I've been waiting for a long time to write my view on RESTful web services. Today I have the opportunity because I've just turned the last page of RESTful web services, a book from O'Reilly.
In my opinion, there is a lot of hype on RESTful web services. In the first place, there are lots of people talking about REST web services. I seriously doubt all these people really know what does it mean to be RESTful. Therefore, there is also a big buzz and lots of topics and misunderstandings. I recommend reading this book to get a clear picture. For instance, you often hear that RESTful are "lightweight" web services, and therefore, quicker to develop and faster at run-time. That's a myth, at least in my opinion. Although the authors of the book are clearly pro-REST, they carefully avoid any statement about the "better performance" or "lightweightness" of the RESTful web services. That is one of the strong points of the book.
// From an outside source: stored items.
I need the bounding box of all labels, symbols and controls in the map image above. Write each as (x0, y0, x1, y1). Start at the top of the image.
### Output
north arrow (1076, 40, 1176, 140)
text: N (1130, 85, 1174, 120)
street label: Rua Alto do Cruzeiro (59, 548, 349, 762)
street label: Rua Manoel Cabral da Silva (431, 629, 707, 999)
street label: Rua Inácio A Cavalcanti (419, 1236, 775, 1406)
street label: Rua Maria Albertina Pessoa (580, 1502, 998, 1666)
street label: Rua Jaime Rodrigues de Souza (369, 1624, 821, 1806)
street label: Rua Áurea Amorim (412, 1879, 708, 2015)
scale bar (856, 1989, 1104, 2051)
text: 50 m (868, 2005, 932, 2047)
However, there are also shadows in the book (always in my opinion, of course). The authors admit they have a bias towards REST, and this bias has a reflection on the text. They harshly speak of non-REST web services ("[non-HTTP based Big Web Services are a] bizarre spectacle"). They discard content-negotiation because it is not RESTful enough (although it is a basic feature of HTTP). Instead, they propose to use different URIs for different representations of the same resource. They advice programmers to include links in the responses of RESTful web services in order to improve the linkedness of the programmable web, while in my opinion, they are useless because they lack semantics (let me expand on this: I think links in HTML pages are OK, because they have well-defined semantics; links between RDF nodes are OK, because they have well-defined semantics; URIs included in an attribute in an XML file with a custom schema, or a JSON file, are just plain literals without meaning). Last but not least, they talk a lot about the "web of the machines", the "programmable web"... but they don't even say a word about the semantic web and semantic web services.
Finally, a quote from the book: "The Internet and the Web did not have to exist. They come to us courtesy of misallocated defense money, skunkworks engineering projects, worse-is-better engineering practices, big science, naive liberal idealism, cranky libertarian politics, techno-fetishism, and the sweat and capital of programmers and investors who thought they'd found an easy way to strike it rich".